Jan’s hair wasn’t salon-perfect, but that was the point. It came out a little uneven—shorter in the back than the front, and Andy kept trying to even it all out, which meant she cut it shorter than she’d planned—nearly up to Jan’s chin—but the bangs came out better than Jan had imagined, long and fringe-like, so her eyes took on a much deeper green. The bangs made Jan look sexier, less fresh-faced, almost, Jan thought, a little French.

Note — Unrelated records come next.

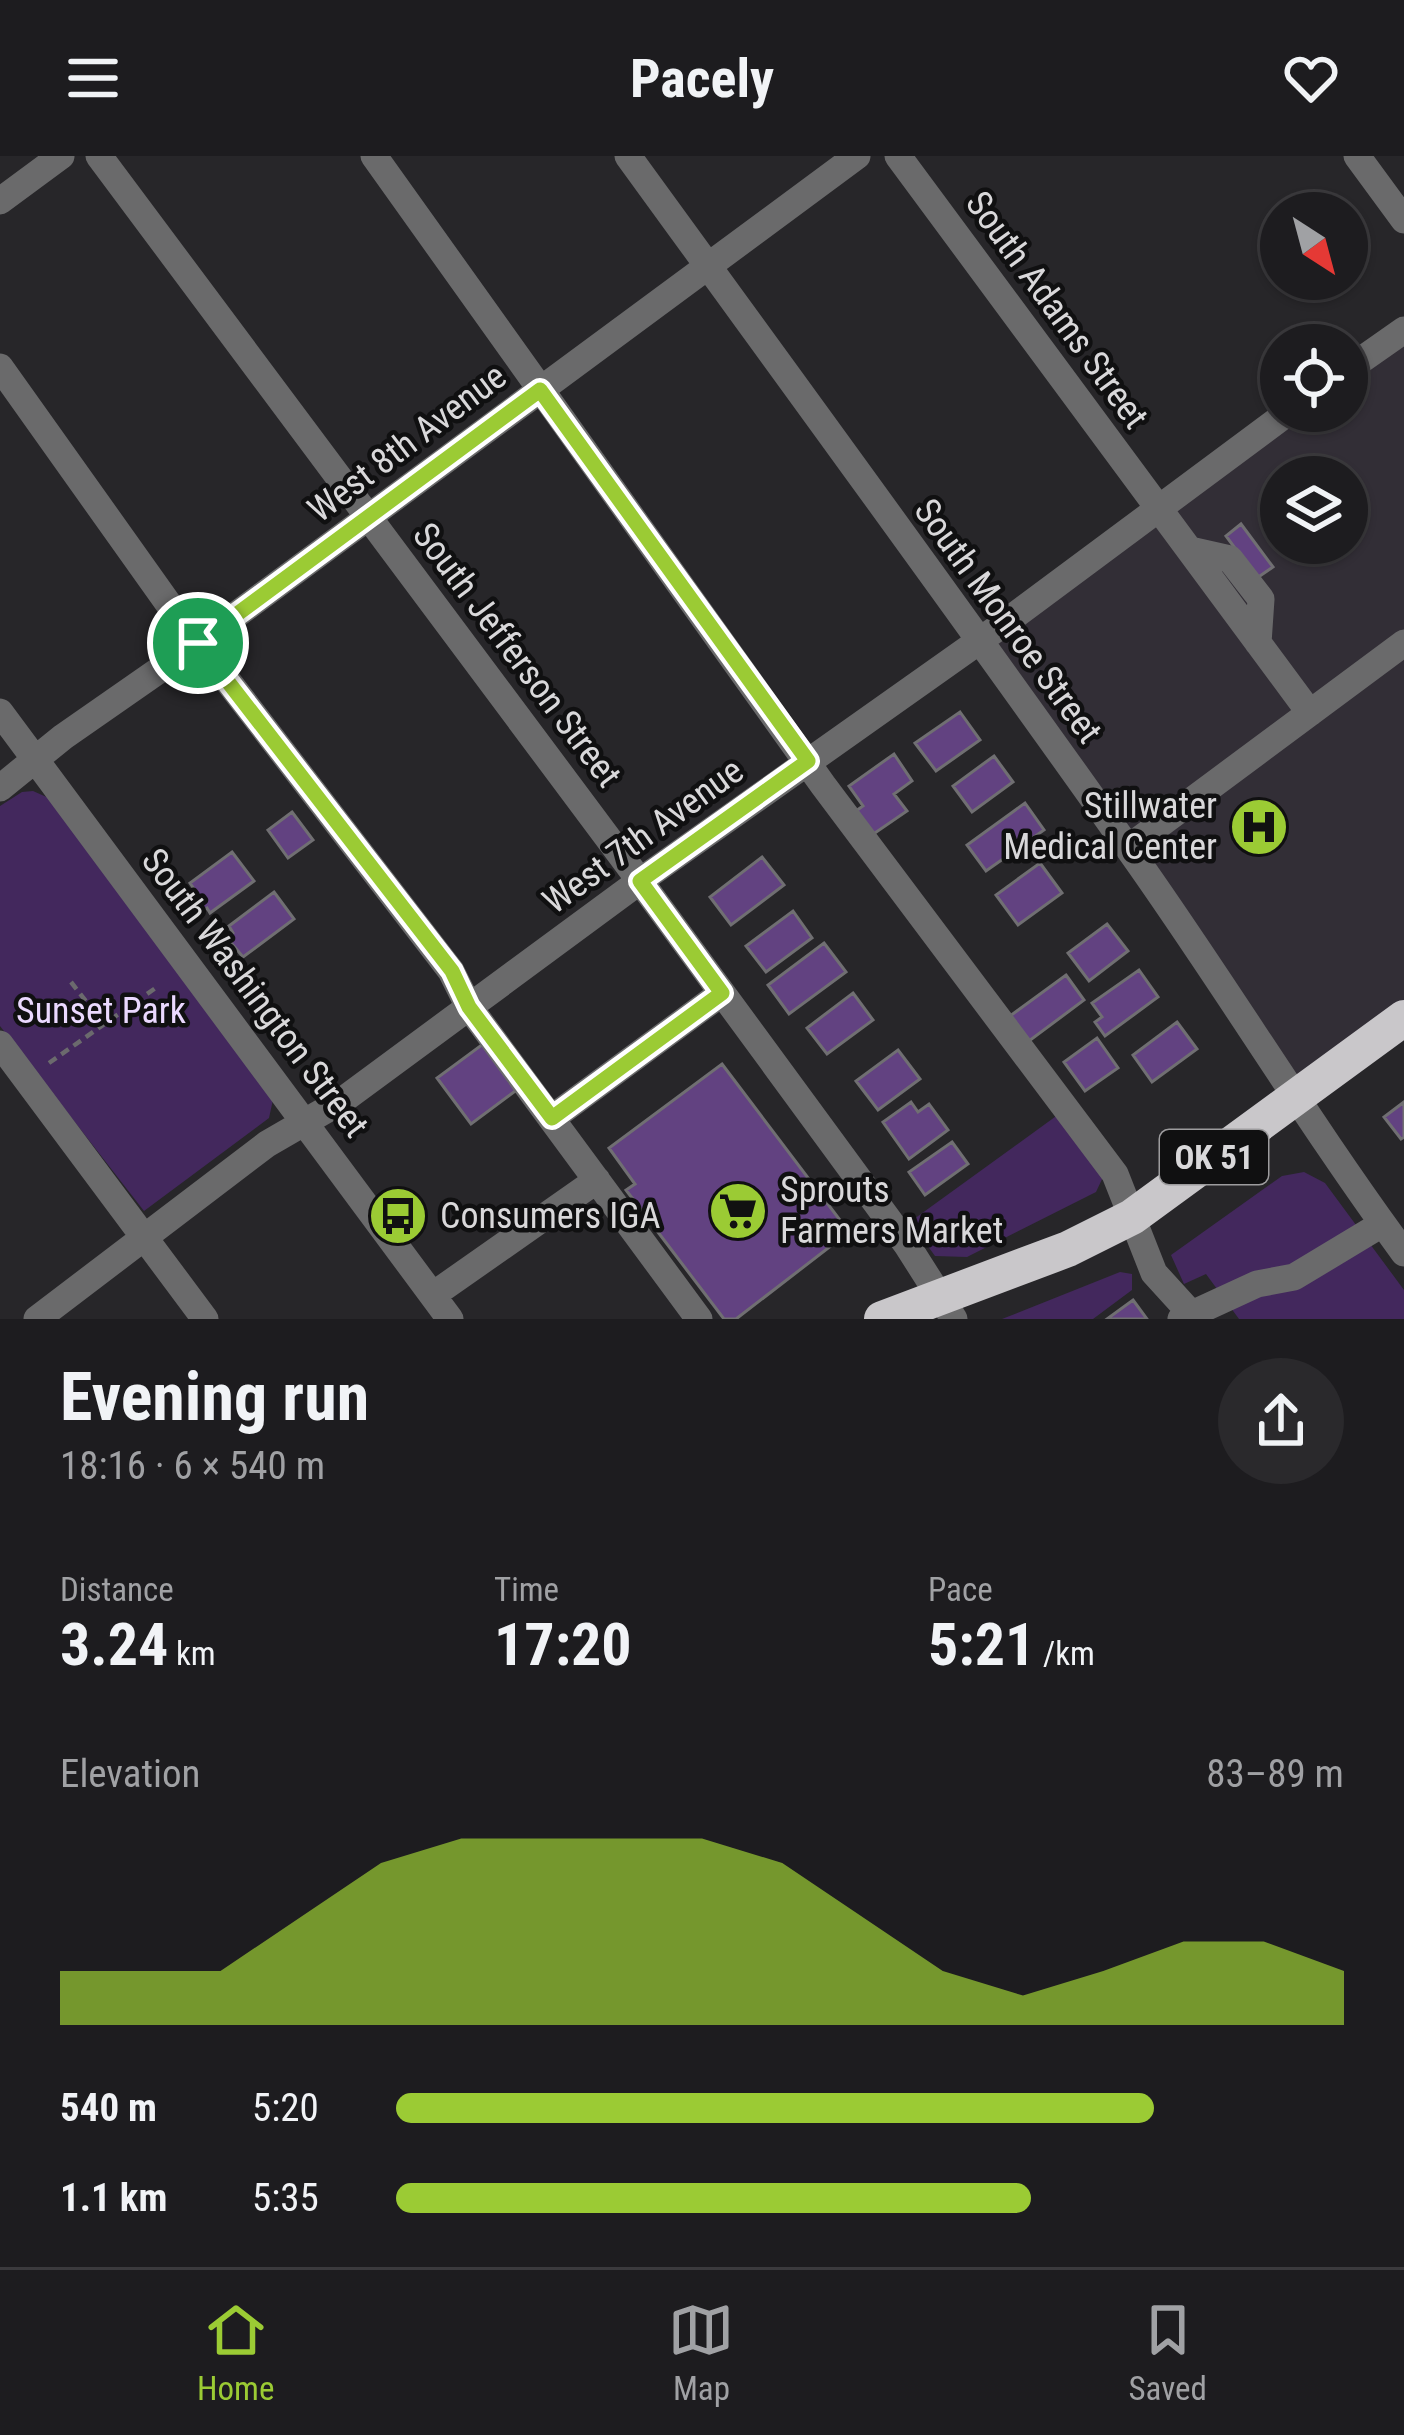 <!DOCTYPE html>
<meta charset="utf-8">
<style>
body{margin:0;font-family:"Roboto Condensed",sans-serif;background:#2a292c;color:#f1f3f6;height:100vh;display:flex;flex-direction:column;font-size:45px;white-space:nowrap}
*{box-sizing:border-box;margin:0}
p{font-size:39px;color:#a0a1a4}
.icon{flex:none;width:66px;height:66px;fill:none;stroke:currentColor;stroke-width:2;stroke-linecap:round;stroke-linejoin:round}
.map{position:relative;height:1163px;overflow:hidden}
.side{display:flex;flex-direction:column;background:#1d1c1f;flex:1}
.side>*{flex:none}
.needle{width:78px;rotate:144deg}
.fabs{position:absolute;left:1260px;top:36px;display:grid;gap:24px}
.fabs a{display:grid;place-items:center;width:108px;height:108px;border-radius:50%;background:#1d1c1f;box-shadow:0 3px 9px #0004,0 0 0 3px #3b3a3d;font-size:60px}
.pin{position:absolute;display:grid;place-items:center;width:102px;height:102px;color:#fff;margin:-51px;border:6px solid #fff;border-radius:50%;box-shadow:0 3px 12px #0007}
.round{display:grid;place-items:center;flex:none;width:126px;height:126px;border-radius:63px;background:#2a292c}
.summary{display:flex;align-items:center;justify-content:space-between;height:204px;padding:0 60px}
h1{font-size:66px;font-weight:700;line-height:90px}
.metrics{display:grid;grid-template-columns:repeat(3,1fr);gap:18px;height:204px;padding:12px 60px}
.metrics div{display:grid;align-content:center}
.metrics b{font-size:60px;font-weight:700}
.metrics small{font-size:33px;font-weight:400}
.metrics p{font-size:33px}
.chart{height:336px;padding:24px 60px}
.chart p{display:flex;justify-content:space-between}
.chart svg{width:100%;height:216px;margin-top:12px;fill:#9bcb34;opacity:.7}
ul{padding:0 60px;list-style:none;font-size:39px}
li{display:grid;grid-template-columns:192px 144px 1fr;align-items:center;height:90px}
li i{height:30px;border-radius:15px;background:#9bcb34}
header{display:flex;justify-content:space-between;align-items:center;height:156px;padding:0 60px;background:#1d1c1f;font-size:54px;font-weight:700}
.tabs{display:flex;justify-content:space-around;align-items:center;height:168px;border-top:3px solid #3b3a3d;background:#1d1c1f;font-size:33px;color:#a0a1a4}
.tabs a{display:grid;justify-items:center;gap:6px}
.tabs .active{color:#9bcb34}
.map>svg:first-child{display:block}
.built{fill:#322e36;fill-rule:evenodd}
.green{fill:#43285d}
.building{fill:#624281;stroke:#706f72;stroke-width:3}
.lines{fill:none;stroke-linecap:round;stroke-linejoin:round}
.path{stroke:#6b6a6d;stroke-width:4.5;stroke-dasharray:9 6;stroke-linecap:butt}
.minor{stroke:#6a6a6b;stroke-width:27}
.highway{stroke:#c9c7ca;stroke-width:36}
.route-casing{stroke:#fff;stroke-width:24}
.route{stroke:#9bcb34;stroke-width:15}
.labels{text-anchor:middle;dominant-baseline:central;stroke-width:9;stroke-linejoin:round;paint-order:stroke}
.shield{fill:#101011;stroke:#9d9c9e;stroke-width:3}
.shield-label{font-size:33px;font-weight:bold;fill:#d9d8da}
.street-label{font-size:36px;fill:#d9d8da;stroke:#101011}
.poi-label{font-size:36px;fill:#d9d8da;stroke:#101011;text-anchor:start}
.park-label{font-size:36px;fill:#ebd9ff;stroke:#101011}
</style>
<header><svg class="icon" aria-label="menu" viewBox="0 0 24 24"><path d="M4 6h16M4 12h16M4 18h16"/></svg>Pacely<svg class="icon" aria-label="heart" viewBox="0 0 24 24"><path d="M12 20l-8-8c-3-5 5-10 8-4 3-6 11-1 8 4z"/></svg></header>
<div class="map">
<svg width="1404" height="1163" viewBox="0 0 1404 1163">
<rect width="100%" height="100%" fill="#272629"/>
<!-- built -->
<path class="built" d="M1404 172V857L1301 931 980 486 1292 255H1347V214ZM1281 321H1347V387H1281Z"/>
<!-- green -->
<path class="green" d="M33 635 51 643 274 939 269 962 144 1055 0 870V650L22 636Z
M1059 958 1104 1019 1096 1036 967 1101 935 1100 914 1071V1063Z
M1304 1016 1325 1027 1404 1134V1163H1239L1206 1118 1184 1128 1171 1099 1282 1020Z
M1120 1116 1132 1118V1134L1093 1163H1002Z"/>
<!-- building -->
<path class="building" d="M1241 368 1273 411 1257 422 1226 380Z
M960 556 980 584 936 615 915 587Z
M894 598 912 625 894 638 907 655 872 679 856 655 863 650 849 630Z
M994 600 1013 626 972 656 953 630Z
M1025 647 1044 674 986 715 967 689Z
M292 656 313 684 288 702 268 674Z
M232 696 254 725 210 757 207 752 201 756 188 738 194 733 190 727Z
M762 701 784 729 731 769 710 741Z
M1040 707 1062 737 1018 769 996 739Z
M274 736 294 763 243 801 227 782 233 777 229 770Z
M793 755 812 782 766 816 746 790Z
M1107 768 1128 795 1089 825 1068 797Z
M824 787 846 816 789 858 768 829Z
M1139 814 1158 841 1105 880 1095 866 1102 861 1092 847Z
M1066 819 1084 844 1025 888 1006 863Z
M853 837 873 864 827 898 807 872Z
M1177 866 1197 893 1152 926 1133 899Z
M1097 882 1118 912 1085 935 1064 906Z
M483 888 518 933 471 968 437 922Z
M898 894 920 923 878 954 856 925Z
M722 908 849 1076 736 1163H724L626 1034 635 1028 609 992Z
M911 946 918 956 929 948 948 974 909 1003 883 966Z
M1404 946V981L1401 983 1384 961Z
M952 986 968 1008 925 1039 909 1016Z
M1133 1144 1147 1163H1107Z"/>
<g class="lines">
<!-- path -->
<path class="path" d="M71 826 102 866
M49 907 157 831"/>
<!-- minor -->
<path class="minor" d="M99 0 640 725 907 1089 954 1163
M374 0 823 629 1115 1018 1154 1117 1196 1163
M628 0C795 230 964 460 1128 692 1223 825 1307 965 1404 1097
M898 0 1310 557
M1357 0 1404 64
M0 45 61 0
M0 211 170 450 451 815 469 851 699 1163
M1347 214 1404 174
M1190 394 1230 403 1261 443 1258 487
M0 556 450 1163
M0 632 63 581 198 487 857 0
M1128 692 1404 487
M0 888 205 1163
M552 962 722 837
M433 1139 597 1024
M37 1163 267 988 343 944 640 725 1006 466 1290 255
M1181 1163 1257 1128 1294 1121 1382 1068"/>
<!-- highway -->
<path class="highway" d="M882 1163 1068 1093 1132 1061 1404 862"/>
</g>
<g class="lines">
<defs>
<path id="route" d="M540 234 808 605 640 725 722 837 552 962 469 851 452 815 198 487Z"/>
</defs>
<!-- route casing -->
<use href="#route" class="route-casing"/>
<!-- route -->
<use href="#route" class="route"/>
</g>
<!-- icons -->
<defs>
<symbol id="hospital-disc" viewBox="-11 -11 22 22"><circle r="9.5" fill="#9bcb34" stroke="#101011"/><path d="M-5-5h3v3.5h4V-5h3V5h-3V1.5h-4V5h-3Z" fill="#111"/></symbol>
<symbol id="supermarket-disc" viewBox="-11 -11 22 22"><circle r="9.5" fill="#9bcb34" stroke="#101011"/><path d="M-6-5.5h2.5l.6 2H6L4.5 2H-2.5L-4.4-4H-6ZM-1.5 3.2a1.3 1.3 0 1 0 .1 0ZM3 3.2a1.3 1.3 0 1 0 .1 0Z" fill="#111"/></symbol>
<symbol id="bus-disc" viewBox="-11 -11 22 22"><circle r="9.5" fill="#9bcb34" stroke="#101011"/><path d="M-5-6H5V4H4V6H2V4H-2V6H-4V4H-5ZM-3.5-4V0h7V-4ZM-3.5 1.2v1.5H-2V1.2ZM2 1.2v1.5H3.5V1.2Z" fill="#111"/></symbol>
</defs>
<g fill-rule="evenodd">
<use href="#hospital-disc" x="1226" y="638" width="66" height="66"/>
<use href="#supermarket-disc" x="705" y="1022" width="66" height="66"/>
<use href="#bus-disc" x="365" y="1027" width="66" height="66"/>
</g>
<g class="labels">
<!-- shield labels -->
<rect class="shield" x="1160" y="974" width="108" height="54" rx="9"/>
<g class="shield-label">
<text x="1214" y="1001">OK 51</text>
</g>
<!-- street labels -->
<g class="street-label">
<text transform="translate(1057 154) rotate(54)">South Adams Street</text>
<text transform="translate(407 287) rotate(-37)">West 8th Avenue</text>
<text transform="translate(1008 465) rotate(54)">South Monroe Street</text>
<text transform="translate(517 499) rotate(53)">South Jefferson Street</text>
<text transform="translate(643 680) rotate(-36)">West 7th Avenue</text>
<text transform="translate(255 837) rotate(53)">South Washington Street</text>
</g>
<!-- poi labels -->
<g class="poi-label">
<text x="1217" y="650" text-anchor="end">Stillwater<tspan x="1217" dy="41">Medical Center</tspan></text>
<text x="780" y="1034">Sprouts<tspan x="780" dy="41">Farmers Market</tspan></text>
<text x="440" y="1060">Consumers IGA</text>
</g>
<!-- park labels -->
<g class="park-label">
<text x="101" y="855">Sunset Park</text>
</g>
</g>
</svg>
<div class="fabs">
<a><svg class="needle" viewBox="-14 -14 28 28"><path d="M0-13l5 13h-10z" fill="#e53935"/><path d="M0 13l5-13h-10z" fill="#a0a1a4"/></svg></a>
<a><svg class="icon" aria-label="locate" viewBox="0 0 24 24"><circle cx="12" cy="12" r="6"/><path d="M12 2v4M12 18v4M2 12h4M18 12h4"/></svg></a>
<a><svg class="icon" aria-label="layers" viewBox="0 0 24 24"><path d="M12 4l9 5-9 5-9-5zM3 14l9 5 9-5"/></svg></a>
</div>
<div class="pin" style="left:198px;top:487px;background:#1e9e55"><svg class="icon" aria-label="arrive" viewBox="0 0 24 24"><path d="M6 21V4h12l-3 4 3 4H6"/></svg></div>
</div>
<section class="side">
<div class="summary"><div><h1>Evening run</h1><p>18:16 · 6 × 540 m</p></div><a class="round"><svg class="icon" aria-label="share" viewBox="0 0 24 24"><path d="M12 15V3M7 8l5-5 5 5M5 13v7h14v-7"/></svg></a></div>
<div class="metrics">
<div><p>Distance</p><b>3.24<small> km</small></b></div>
<div><p>Time</p><b>17:20</b></div>
<div><p>Pace</p><b>5:21<small> /km</small></b></div>
</div>
<div class="chart"><p><span>Elevation</span>83–89 m</p>
<svg viewBox="0 0 160 44" preserveAspectRatio="none"><path d="M0 44V33L10 33L20 33L30 22L40 11L50 6L60 6L70 6L80 6L90 11L100 22L110 33L120 38L130 33L140 27L150 27L160 33V44z"/></svg>
</div>
<ul>
<li><b>540 m</b>5:20<i style="width:80%"></i></li>
<li><b>1.1 km</b>5:35<i style="width:67%"></i></li>
</ul>
</section>
<nav class="tabs">
<a class="active"><svg class="icon" aria-label="home" viewBox="0 0 24 24"><path d="M3 11l9-7 9 7M6 9v11h12V9"/></svg>Home</a>
<a><svg class="icon" aria-label="map" viewBox="0 0 24 24"><path d="M3 6l6-2 6 2 6-2v14l-6 2-6-2-6 2zM9 4v14M15 6v14"/></svg>Map</a>
<a><svg class="icon" aria-label="saved" viewBox="0 0 24 24"><path d="M7 4h10v16l-5-4-5 4z"/></svg>Saved</a>
</nav>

When Jan went back to her room to grab a sweater, Eliza, who’d just gotten up from a late-afternoon nap, had been impressed. “Holla,” she’d said. “There’s a hottie on the hall.” Jan laughed and ran back to Andy’s room feeling carefree and sure of herself for the first time since she’d arrived at Brown.
Now, Andy had produced a joint. Jan took it and inhaled, as though she smoked every day. The fact was, Jan had only smoked pot a few times before. Adam hated the pothead kids at RD, hated the way kids came to class stoned, as though their parents had spent all that money on private school to have their kids go to school wasted out of their brains.
Jan tossed her head and felt the bare back of her neck. “My God, I can’t believe how short it is,” she said, laughing.